Islamist groups intend to protest Friday for the reinstatement of Egypt's Islamic identity. A few thousand, mostly secular groups continue to fill the square since 8 July in solidarity with the families of revolution martyrs.
With Islamists pulling out of the sit-in as they see a potential clash with the ruling Supreme Council of the Armed Forces, fears of tension in Tahrir are rising. Accordingly, members of the April 6 Youth Movement, Kefaya, the Free Islamic Coalition, Maspiro Youth Union and youth from the Muslim Brotherhood agreed to present a united front.
"It has become a must to unify the square under specific demands during Friday’s march. We don’t want any clashes between Islamists and civil forces in the square. We need to raise demands, not disputes,” said Ibrahim Salah, member of Fedaey movement, a youth group on strike in Tahrir.
The unifying demands include stopping the military trials of civilians, accelerating the trials of the former regime officials, purging remnants of the regime from government, reforming the judiciary, and removing the public prosecutor.
“We’ve reached an agreement by which we ignore the differences and concentrate on common grounds, such as opposing the military trials for civilians,” said Moataz Reda, a representative of the Salafi youth in the square.
While having rejected the sit-in, the Salafi movement and the Muslim Brotherhood said that they will participate in the Friday’s march to highlight their view that the transitional period should be shortened and elections should come before the constitution is drafted, as per the existing arrangement.
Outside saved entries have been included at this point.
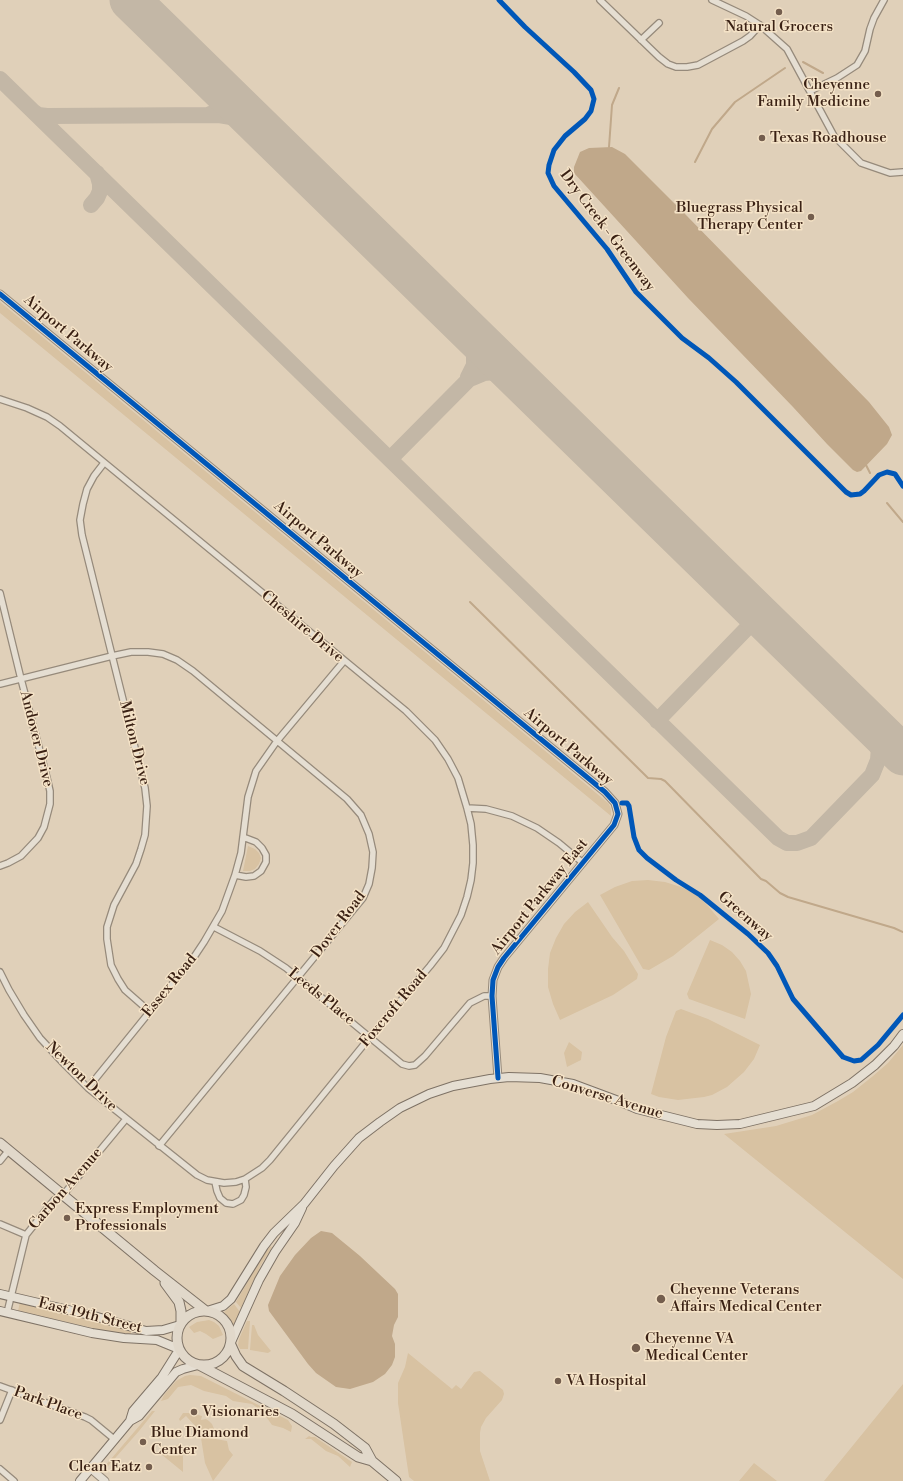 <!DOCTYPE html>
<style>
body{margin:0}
canvas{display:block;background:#e0d0b9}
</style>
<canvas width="903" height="1481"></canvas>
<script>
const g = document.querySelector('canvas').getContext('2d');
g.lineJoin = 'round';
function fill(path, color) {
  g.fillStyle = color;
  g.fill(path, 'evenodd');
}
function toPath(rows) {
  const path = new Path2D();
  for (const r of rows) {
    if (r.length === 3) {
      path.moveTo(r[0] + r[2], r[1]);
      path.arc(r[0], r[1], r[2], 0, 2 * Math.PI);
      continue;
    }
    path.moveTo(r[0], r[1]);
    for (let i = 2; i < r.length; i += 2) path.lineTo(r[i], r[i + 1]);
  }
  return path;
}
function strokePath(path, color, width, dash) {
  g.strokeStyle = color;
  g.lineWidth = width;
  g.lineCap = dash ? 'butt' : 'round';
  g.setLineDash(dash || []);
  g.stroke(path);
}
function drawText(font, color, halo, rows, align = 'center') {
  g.font = font + ' "Libre Bodoni",serif';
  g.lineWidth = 3;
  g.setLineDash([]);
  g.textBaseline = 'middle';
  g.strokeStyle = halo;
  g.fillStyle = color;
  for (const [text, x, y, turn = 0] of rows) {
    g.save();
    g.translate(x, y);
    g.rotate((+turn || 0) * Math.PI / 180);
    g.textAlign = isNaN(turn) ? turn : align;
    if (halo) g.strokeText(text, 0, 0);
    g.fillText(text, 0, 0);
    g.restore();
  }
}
fill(toPath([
 [0,302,589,787,609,804,611,809,611,816,0,313],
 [248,846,255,849,259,853,261,858,259,864,255,869,250,871,243,871],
 [648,880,665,882,681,887,696,894,708,906,719,919,673,956,649,970,643,969,600,895,615,887,632,881],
 [588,902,612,937,624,951,638,974,637,979,613,995,560,1020,553,1004,548,987,548,969,550,953,556,938,564,924,575,912],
 [710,940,722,945,732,952,740,961,746,971,751,994,745,1019,689,999,687,994],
 [681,1009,708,1019,760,1045,754,1059,744,1072,727,1087,712,1095,704,1097,678,1100,659,1097,651,1094,666,1037,676,1011],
 [569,1042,582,1052,581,1060,567,1067,564,1053],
 [903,1045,903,1279,724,1134,776,1126,812,1115,838,1101,853,1092,873,1076,888,1063],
 [270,1246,272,1247,261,1265,241,1308,236,1302,257,1266],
 [20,1302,89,1319,131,1331,131,1334,106,1331,18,1311],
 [234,1304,240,1312,234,1326,224,1312],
 [209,1320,214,1322,219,1326,223,1335,213,1339,206,1334,200,1331,194,1333,189,1327,197,1322],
 [247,1321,250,1321,248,1349,240,1349,238,1345,239,1339],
 [252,1325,254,1325,258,1335,271,1351,268,1353,250,1350],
 [408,1353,452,1389,456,1385,461,1389,474,1372,480,1371,503,1390,504,1394,502,1400,486,1418,481,1427,480,1433,480,1451,490,1481,414,1481,409,1477,398,1403,398,1383,405,1367],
 [190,1375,201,1376,288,1420,292,1426,291,1432,283,1428,272,1425,262,1411,252,1404,233,1401,226,1396,204,1391,191,1385,178,1387,168,1399,161,1401,164,1395,176,1381,185,1376],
 [903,1384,903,1481,824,1481,898,1390],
 [152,1411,155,1411,139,1431,109,1465,104,1472,103,1469,105,1466],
 [183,1413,191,1413,202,1416,201,1420,206,1419,209,1421,212,1424,215,1431,199,1430,186,1416,180,1421,179,1419],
 [309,1436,311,1437,315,1437,352,1462,350,1467,338,1456,326,1451,311,1439,305,1439],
 [201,1438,210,1438,227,1441,229,1450,233,1455,213,1481,205,1463],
 [179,1444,183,1456,183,1472,161,1454],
 [754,1463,777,1481,739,1481]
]), '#d8c2a2');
fill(toPath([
 [612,147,625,154,687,216,869,402,889,427,892,435,887,444,861,471,857,472,853,470,827,444,793,407,688,298,574,173,574,167,580,152,589,148],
 [321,1231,332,1233,360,1256,395,1289,398,1294,398,1317,394,1325,392,1336,395,1344,395,1357,392,1365,385,1374,373,1382,350,1389,336,1387,316,1373,308,1364,269,1311,268,1305,280,1276,295,1255,311,1238]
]), '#c0a88a');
strokePath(toPath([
 [803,62,823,73],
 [609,147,612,105,619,88],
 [695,162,712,129,735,102,785,68],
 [866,465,870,473],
 [887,503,903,522],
 [470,602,648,778,661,779,665,781,761,879,766,881,780,893,788,897,894,928,903,932]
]), '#c0a88a', 2);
strokePath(toPath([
 [208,77,218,89,220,98,217,110,214,113,210,114],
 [0,79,778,838,787,843,797,843,811,838,872,775,878,760,879,747,875,733,862,715],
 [34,112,38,115,47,116,219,115,231,117,249,123,272,139],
 [91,205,97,198,100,191,100,184,97,173],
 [463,325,470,337,474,349,474,365,468,377],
 [472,378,484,373,495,372,507,375,522,383],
 [390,459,493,355],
 [657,721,750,625,753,615,752,610,744,600]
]), '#c3b7a6', 16);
strokePath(toPath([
 [130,0,903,755]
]), '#c3b7a6', 41);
const minor = toPath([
 [600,0,659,57,668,64,676,67,687,67,698,65,743,41,750,36,760,25],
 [712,0,746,16,760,25,787,49,834,136,861,163,890,173,903,172],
 [641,40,659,23],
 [810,91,837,78,857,65,865,51,870,29,874,18,884,0],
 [0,399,27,408,47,417,60,426,406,711,435,740,448,759,458,778,467,808,486,809,512,816,537,828,559,843,583,863],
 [104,463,94,476,87,489,83,504,80,520,82,535,145,788,147,806,145,835,141,849,136,864,114,905,107,927,107,939,111,965,118,979,125,990,149,1011],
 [0,593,21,679,47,778,50,791,50,804,44,827,38,838,21,856,8,863,0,866],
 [0,684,112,656,131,652,148,652,163,654,177,660,193,671,347,799,361,815,369,834,373,852,372,868,369,884,363,898,159,1146],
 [235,875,241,853,248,797,256,771,277,741,344,661],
 [214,927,260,951,286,968,396,1059,402,1064,409,1066,415,1065,425,1056,470,1003,484,996,492,996],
 [0,972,9,990,24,1015,40,1038,64,1064,88,1088,197,1175,207,1180,224,1183,236,1182,245,1179,262,1168,270,1160,370,1037,430,966,444,948,461,915,467,897,471,880,473,863,473,845,471,824,467,808],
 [88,1088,194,957,204,942,222,911,235,875,246,877,254,876,261,871,266,862,266,855,262,848,256,842,243,837],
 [0,1161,9,1150],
 [215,1182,217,1191,220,1198,226,1203,233,1204,241,1200,244,1195,246,1187,245,1179],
 [0,1224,26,1235],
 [7,1313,26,1235,54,1200,63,1195,126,1119],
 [0,1386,85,1417,91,1420,114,1439],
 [0,1420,12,1390],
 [0,1469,14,1481]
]);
const tertiary = toPath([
 [0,294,605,792,615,803,618,814,614,825,504,958,498,967,493,980,492,996,498,1078],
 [90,1468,105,1481]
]);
const secondary = toPath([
 [0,1294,94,1316,146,1331,163,1330,180,1325],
 [0,1311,92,1333,124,1338,157,1340,179,1349],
 [207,1311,223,1306,231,1299,264,1246,274,1233,304,1204,334,1166,359,1138,380,1122,400,1108,429,1094,453,1086,490,1079,509,1077,540,1078,573,1084,616,1100,637,1109,697,1124,717,1125,740,1124,814,1106,852,1083,875,1065,894,1046,903,1034],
 [231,1342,259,1280,275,1252,295,1223,302,1208],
 [130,1421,133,1411,162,1377,179,1350],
 [80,1481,130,1421,139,1416,176,1372,183,1369,198,1365]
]);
const primary = toPath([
 [0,1143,155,1271,206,1311],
 [165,1283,179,1302,181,1311,181,1323],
 [204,1338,27],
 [231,1345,236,1356,243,1366,284,1391,334,1424,365,1448,372,1461,396,1481],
 [199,1365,292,1414,358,1457,372,1461]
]);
strokePath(minor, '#968a7b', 8);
strokePath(tertiary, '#968a7b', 9);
strokePath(secondary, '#7e7265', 10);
strokePath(primary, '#7e7265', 11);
strokePath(minor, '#e5ded2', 5.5);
strokePath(tertiary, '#e5ded2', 7);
strokePath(secondary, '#e5ded2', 8);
strokePath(primary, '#e1d8ca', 9);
strokePath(toPath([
 [499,0,525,27,574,72,591,90,594,99,591,111,585,119,565,136,554,150,549,165,548,173,554,186,607,249,636,292,682,338,709,358,736,382,846,492,851,495,860,494,864,491,879,475,887,472,895,474,903,486],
 [0,294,605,792,615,803,618,814,614,825,504,958,498,967,493,980,492,996,498,1078],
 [622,803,627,803,629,806,634,837,639,850,647,858,676,880,700,895,748,934,768,953,777,966,793,999,843,1057,854,1061,861,1060,878,1045,903,1015]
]), '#0057b8', 5);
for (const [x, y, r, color] of [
 [779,12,4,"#745e4e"],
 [878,94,4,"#745e4e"],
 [762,138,4,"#745e4e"],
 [811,217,4,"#745e4e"],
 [67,1218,4,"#745e4e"],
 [661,1299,5,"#745e4e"],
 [636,1348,5,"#745e4e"],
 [558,1381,4,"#745e4e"],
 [194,1412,4,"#745e4e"],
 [143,1442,4,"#745e4e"],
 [149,1467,4,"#745e4e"]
]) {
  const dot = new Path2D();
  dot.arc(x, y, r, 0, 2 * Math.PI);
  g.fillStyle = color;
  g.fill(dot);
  strokePath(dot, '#f5e3c7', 1.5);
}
drawText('15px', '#3a2114', '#f5e3c7', [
 ["Natural Grocers",779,27,"center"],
 ["Cheyenne",870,85,"right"],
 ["Family Medicine",870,102,"right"],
 ["Texas Roadhouse",770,138],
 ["Bluegrass Physical",803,208,"right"],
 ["Therapy Center",803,225,"right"],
 ["Express Employment",75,1209],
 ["Professionals",75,1226],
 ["Cheyenne Veterans",670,1290],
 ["Affairs Medical Center",670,1307],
 ["Cheyenne VA",645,1339],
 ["Medical Center",645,1356],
 ["VA Hospital",566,1381],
 ["Visionaries",202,1412],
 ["Blue Diamond",151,1433],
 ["Center",151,1450],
 ["Clean Eatz",141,1467,"right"]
], 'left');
drawText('15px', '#3a2114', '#f5e3c7', [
 ["Dry Creek - Greenway",607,231,53],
 ["Airport Parkway",68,334,40],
 ["Airport Parkway",318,540,40],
 ["Cheshire Drive",302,627,40],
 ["Andover Drive",36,739,76],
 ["Milton Drive",134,743,76],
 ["Airport Parkway",568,747,40],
 ["Airport Parkway East",540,897,-51],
 ["Greenway",745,917,41],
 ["Dover Road",339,925,-53],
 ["Essex Road",170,986,-51],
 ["Leeds Place",321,997,39],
 ["Foxcroft Road",394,1009,-50],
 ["Newton Drive",81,1077,44],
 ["Converse Avenue",607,1098,17],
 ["Carbon Avenue",66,1189,-49],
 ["East 19th Street",90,1316,14],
 ["Park Place",48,1404,20]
]);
</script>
“The movement leaders said that it’s up to the individual to decide whether to participate in the sit-in or not. However, the movement will join the sit-in officially if the military council agrees to have a document that creates an unchangeable list of constitutional principles," said Mahmoud al-Ghamarawy of the Salafi movement.
Fearing that an Islamist-dominated parliament will be installed after quick elections, secular forces have called for laying down some constitutional principles that will guide the drafting of the new constitution.
Islamic forces have rejected the idea, calling it an attempt to ignore the results of the March referendum, in which people voted in favor of parliamentary elections preceding the writing of the constitution, which would be drafted by an assembly appointed by the elected parliament.
"This Friday will not be the Friday of Shariah. We agreed to call it the Friday of the people’s will,” said Ghamarawy.